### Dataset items
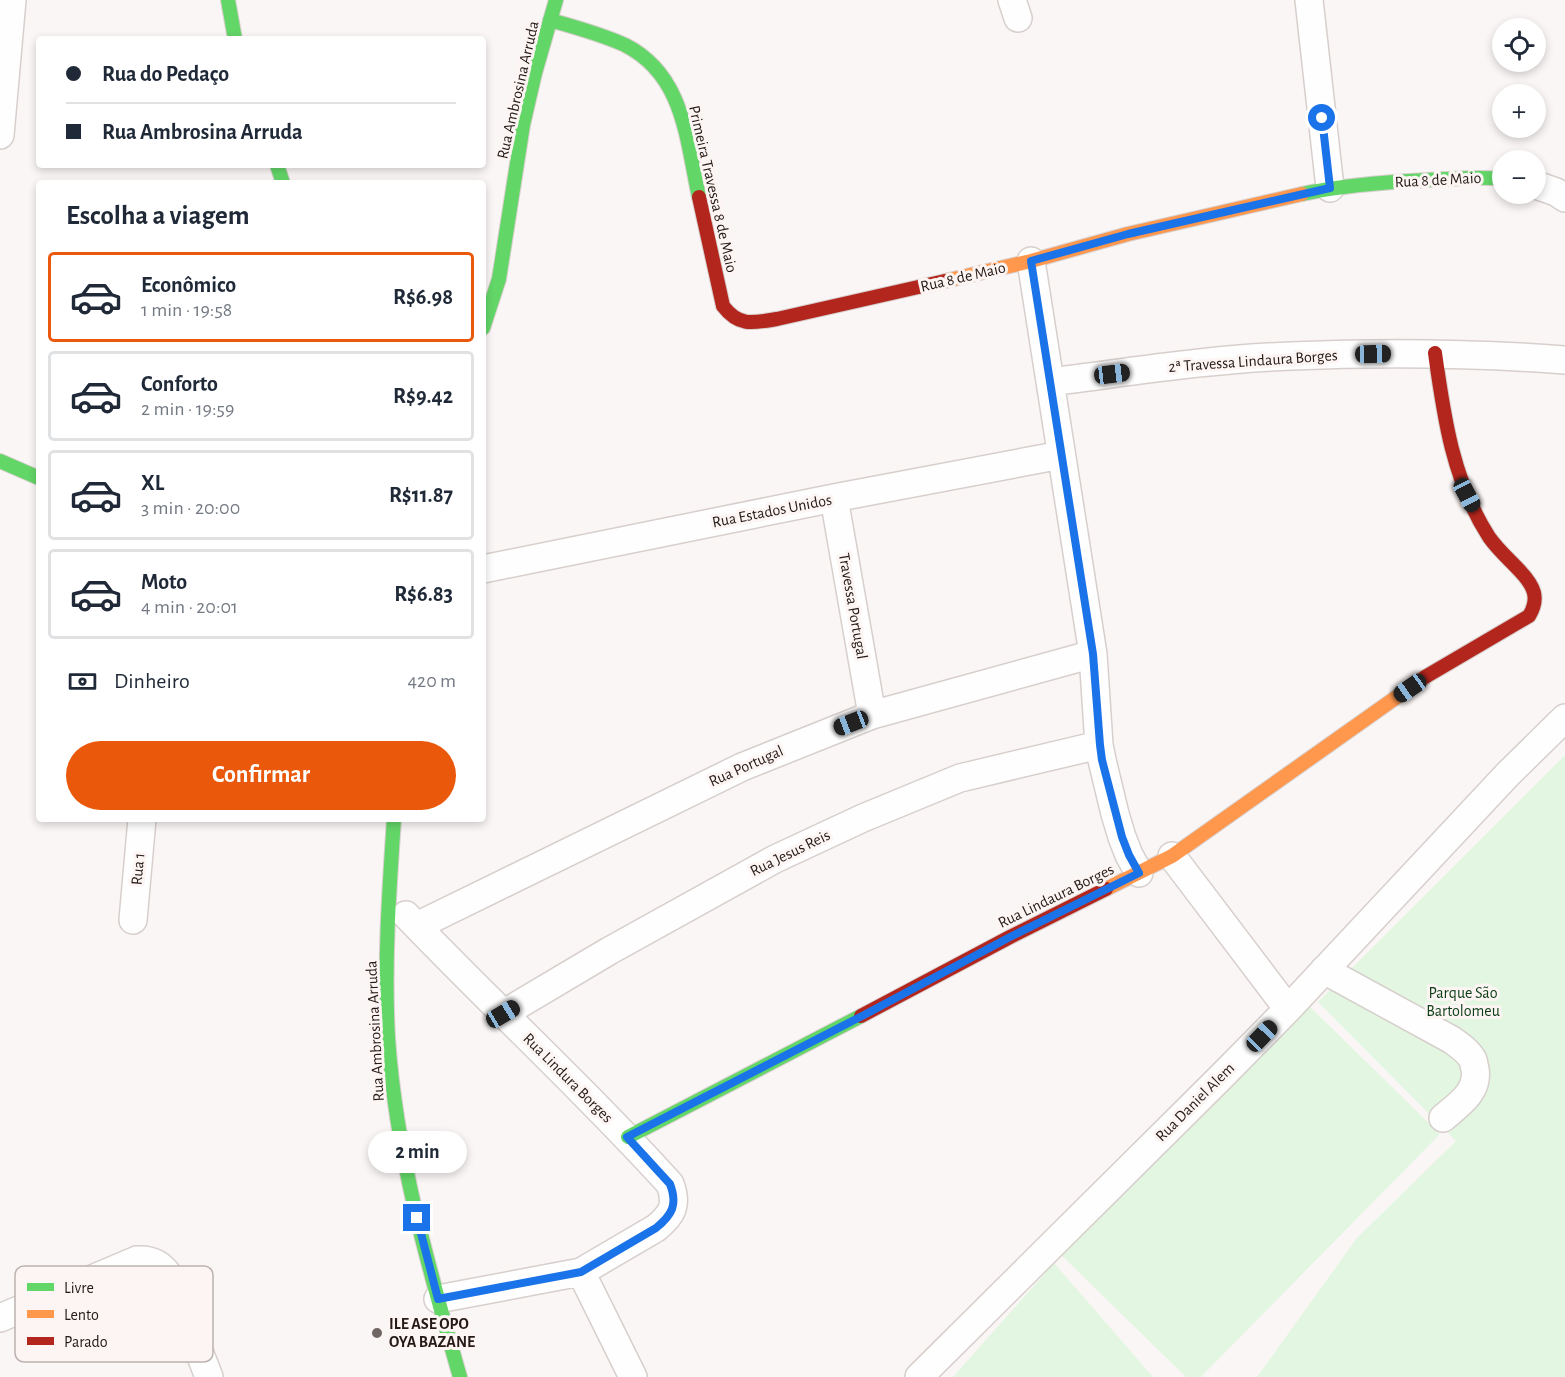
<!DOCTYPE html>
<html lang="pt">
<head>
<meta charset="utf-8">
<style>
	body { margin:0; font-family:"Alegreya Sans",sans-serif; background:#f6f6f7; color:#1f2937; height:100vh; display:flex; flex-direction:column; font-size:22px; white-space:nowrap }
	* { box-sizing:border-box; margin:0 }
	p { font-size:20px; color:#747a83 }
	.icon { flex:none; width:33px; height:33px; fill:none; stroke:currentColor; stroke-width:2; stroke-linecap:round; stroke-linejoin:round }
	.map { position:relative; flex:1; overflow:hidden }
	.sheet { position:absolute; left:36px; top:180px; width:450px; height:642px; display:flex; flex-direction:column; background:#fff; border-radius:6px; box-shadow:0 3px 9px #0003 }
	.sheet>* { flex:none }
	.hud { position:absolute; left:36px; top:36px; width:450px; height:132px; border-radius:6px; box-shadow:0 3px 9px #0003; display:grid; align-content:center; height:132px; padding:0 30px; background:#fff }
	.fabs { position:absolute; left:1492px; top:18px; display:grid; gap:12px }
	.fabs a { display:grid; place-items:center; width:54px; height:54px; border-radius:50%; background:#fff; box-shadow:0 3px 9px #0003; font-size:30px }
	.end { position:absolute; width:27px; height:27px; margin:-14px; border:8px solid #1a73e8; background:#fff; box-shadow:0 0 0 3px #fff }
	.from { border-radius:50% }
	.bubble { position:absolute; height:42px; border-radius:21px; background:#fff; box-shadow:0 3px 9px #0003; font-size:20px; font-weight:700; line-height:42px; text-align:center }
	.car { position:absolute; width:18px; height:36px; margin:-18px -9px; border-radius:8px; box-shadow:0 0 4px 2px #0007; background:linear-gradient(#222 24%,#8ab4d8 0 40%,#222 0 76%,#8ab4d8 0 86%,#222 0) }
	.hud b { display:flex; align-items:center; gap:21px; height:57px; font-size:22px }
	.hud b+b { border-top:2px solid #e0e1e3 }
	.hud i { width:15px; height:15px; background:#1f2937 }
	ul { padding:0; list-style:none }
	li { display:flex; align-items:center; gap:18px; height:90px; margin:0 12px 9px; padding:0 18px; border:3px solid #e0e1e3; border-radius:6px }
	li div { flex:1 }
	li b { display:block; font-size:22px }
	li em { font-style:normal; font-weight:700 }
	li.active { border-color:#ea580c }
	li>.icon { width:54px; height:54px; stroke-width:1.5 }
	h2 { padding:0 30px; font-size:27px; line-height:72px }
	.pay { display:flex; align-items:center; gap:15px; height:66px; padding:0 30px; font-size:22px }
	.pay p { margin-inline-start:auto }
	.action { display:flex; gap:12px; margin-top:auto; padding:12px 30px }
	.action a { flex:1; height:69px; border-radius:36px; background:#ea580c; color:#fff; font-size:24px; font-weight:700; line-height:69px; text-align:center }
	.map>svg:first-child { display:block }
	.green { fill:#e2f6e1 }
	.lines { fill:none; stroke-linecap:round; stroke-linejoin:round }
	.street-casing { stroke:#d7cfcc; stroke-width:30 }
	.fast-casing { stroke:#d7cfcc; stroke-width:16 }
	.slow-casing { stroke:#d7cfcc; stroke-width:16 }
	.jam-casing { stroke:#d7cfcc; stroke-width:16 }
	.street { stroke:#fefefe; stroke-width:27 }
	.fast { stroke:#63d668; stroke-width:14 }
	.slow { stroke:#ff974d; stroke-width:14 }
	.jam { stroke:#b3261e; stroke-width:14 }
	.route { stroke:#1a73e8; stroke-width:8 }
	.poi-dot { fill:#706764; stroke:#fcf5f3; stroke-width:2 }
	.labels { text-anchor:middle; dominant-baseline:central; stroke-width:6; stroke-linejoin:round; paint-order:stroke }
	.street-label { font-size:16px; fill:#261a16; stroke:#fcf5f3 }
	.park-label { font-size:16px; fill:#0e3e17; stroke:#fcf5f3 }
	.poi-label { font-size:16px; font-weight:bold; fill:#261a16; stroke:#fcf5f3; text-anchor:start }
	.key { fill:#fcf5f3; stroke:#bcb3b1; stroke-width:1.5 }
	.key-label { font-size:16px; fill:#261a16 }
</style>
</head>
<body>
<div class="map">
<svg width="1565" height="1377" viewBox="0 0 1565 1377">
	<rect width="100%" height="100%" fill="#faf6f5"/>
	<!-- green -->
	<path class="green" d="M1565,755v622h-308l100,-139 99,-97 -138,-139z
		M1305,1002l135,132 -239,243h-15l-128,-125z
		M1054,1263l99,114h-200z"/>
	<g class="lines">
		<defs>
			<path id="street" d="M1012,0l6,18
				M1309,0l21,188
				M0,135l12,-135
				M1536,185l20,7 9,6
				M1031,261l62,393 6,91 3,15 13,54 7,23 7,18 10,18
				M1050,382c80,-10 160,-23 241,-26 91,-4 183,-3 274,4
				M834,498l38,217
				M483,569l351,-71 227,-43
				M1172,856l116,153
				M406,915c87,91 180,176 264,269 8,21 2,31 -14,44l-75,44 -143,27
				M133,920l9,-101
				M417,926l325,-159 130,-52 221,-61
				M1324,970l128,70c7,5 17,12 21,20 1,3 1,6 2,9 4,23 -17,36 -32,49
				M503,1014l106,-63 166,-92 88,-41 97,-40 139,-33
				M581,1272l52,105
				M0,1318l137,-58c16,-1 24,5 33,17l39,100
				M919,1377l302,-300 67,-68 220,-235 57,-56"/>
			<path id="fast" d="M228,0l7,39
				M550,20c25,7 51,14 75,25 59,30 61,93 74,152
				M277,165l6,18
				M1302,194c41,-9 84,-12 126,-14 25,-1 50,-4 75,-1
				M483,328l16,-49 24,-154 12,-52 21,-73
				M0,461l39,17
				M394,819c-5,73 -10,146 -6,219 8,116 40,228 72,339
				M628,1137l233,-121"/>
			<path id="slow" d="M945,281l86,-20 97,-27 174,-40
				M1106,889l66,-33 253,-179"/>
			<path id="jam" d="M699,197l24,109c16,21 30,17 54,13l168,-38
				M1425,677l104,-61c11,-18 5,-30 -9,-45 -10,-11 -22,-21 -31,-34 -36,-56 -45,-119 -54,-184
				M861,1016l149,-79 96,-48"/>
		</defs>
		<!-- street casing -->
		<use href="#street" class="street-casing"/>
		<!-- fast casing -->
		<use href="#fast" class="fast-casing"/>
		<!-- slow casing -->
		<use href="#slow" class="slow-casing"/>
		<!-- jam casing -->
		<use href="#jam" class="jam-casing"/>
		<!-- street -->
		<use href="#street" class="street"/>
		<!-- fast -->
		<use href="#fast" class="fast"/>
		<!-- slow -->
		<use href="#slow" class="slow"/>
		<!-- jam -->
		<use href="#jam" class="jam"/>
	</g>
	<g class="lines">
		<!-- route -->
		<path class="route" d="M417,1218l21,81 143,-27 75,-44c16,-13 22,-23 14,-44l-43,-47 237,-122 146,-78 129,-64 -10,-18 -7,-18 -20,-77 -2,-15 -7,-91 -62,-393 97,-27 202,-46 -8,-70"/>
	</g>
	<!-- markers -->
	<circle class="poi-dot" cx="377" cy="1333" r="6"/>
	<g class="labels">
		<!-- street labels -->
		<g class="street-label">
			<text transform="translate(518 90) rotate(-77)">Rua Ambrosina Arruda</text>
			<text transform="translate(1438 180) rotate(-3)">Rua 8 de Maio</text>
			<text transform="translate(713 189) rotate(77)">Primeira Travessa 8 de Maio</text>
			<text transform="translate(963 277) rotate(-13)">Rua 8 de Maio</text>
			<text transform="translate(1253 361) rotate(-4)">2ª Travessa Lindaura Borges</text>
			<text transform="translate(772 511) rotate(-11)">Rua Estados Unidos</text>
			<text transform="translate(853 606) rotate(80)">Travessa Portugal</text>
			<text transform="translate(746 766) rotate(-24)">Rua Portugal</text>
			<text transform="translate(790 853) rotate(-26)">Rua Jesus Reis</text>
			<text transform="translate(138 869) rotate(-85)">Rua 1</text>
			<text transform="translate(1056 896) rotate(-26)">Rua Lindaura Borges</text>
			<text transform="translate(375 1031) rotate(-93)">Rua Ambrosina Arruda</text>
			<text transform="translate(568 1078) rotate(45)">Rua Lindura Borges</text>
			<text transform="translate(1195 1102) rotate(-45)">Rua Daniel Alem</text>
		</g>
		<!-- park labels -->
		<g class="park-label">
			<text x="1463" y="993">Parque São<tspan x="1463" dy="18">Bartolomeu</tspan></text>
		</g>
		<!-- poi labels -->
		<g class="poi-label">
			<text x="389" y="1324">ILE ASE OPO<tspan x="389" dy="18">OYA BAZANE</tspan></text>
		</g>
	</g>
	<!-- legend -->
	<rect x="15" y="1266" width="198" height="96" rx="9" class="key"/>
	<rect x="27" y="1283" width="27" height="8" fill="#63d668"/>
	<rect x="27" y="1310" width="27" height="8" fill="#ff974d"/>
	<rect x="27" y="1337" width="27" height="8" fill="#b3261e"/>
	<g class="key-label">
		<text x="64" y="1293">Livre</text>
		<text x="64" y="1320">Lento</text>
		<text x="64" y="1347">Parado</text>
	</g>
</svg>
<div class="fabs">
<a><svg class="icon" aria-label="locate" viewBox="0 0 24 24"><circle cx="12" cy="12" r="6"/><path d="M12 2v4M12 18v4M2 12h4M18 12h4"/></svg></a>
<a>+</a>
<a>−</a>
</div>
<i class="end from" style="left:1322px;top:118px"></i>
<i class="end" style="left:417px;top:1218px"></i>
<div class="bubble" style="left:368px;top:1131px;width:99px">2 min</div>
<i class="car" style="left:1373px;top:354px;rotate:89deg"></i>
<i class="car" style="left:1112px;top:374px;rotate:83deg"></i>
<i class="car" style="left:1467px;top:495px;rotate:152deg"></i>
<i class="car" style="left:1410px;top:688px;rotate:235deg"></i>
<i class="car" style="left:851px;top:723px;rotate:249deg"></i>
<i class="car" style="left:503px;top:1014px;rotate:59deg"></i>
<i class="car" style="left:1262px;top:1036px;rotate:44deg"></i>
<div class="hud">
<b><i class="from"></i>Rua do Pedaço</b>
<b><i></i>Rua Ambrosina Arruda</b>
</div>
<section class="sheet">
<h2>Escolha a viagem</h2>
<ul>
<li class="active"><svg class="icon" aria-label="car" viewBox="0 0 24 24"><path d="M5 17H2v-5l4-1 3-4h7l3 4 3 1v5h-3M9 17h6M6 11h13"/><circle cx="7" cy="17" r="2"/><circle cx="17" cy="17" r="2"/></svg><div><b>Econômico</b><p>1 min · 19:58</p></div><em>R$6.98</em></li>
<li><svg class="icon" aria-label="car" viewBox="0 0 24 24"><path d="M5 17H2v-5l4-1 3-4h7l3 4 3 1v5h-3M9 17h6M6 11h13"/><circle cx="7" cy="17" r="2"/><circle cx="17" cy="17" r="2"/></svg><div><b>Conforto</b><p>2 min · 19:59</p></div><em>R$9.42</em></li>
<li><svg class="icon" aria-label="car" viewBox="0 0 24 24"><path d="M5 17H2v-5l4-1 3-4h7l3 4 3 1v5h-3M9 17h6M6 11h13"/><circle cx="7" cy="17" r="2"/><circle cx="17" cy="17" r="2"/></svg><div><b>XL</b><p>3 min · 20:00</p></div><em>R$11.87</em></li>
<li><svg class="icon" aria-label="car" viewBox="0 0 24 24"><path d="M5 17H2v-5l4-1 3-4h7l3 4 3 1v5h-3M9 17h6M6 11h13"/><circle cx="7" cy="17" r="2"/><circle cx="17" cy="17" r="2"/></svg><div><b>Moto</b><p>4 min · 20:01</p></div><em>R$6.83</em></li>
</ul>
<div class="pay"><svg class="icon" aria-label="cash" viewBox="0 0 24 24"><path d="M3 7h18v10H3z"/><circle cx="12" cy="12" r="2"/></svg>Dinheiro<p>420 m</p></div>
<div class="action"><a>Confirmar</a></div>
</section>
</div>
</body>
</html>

### Work task
Wherever the string "linejoin" occurs in the records, copy the line it is in.

### Written response
	.icon { flex:none; width:33px; height:33px; fill:none; stroke:currentColor; stroke-width:2; stroke-linecap:round; stroke-linejoin:round }
	.lines { fill:none; stroke-linecap:round; stroke-linejoin:round }
	.labels { text-anchor:middle; dominant-baseline:central; stroke-width:6; stroke-linejoin:round; paint-order:stroke }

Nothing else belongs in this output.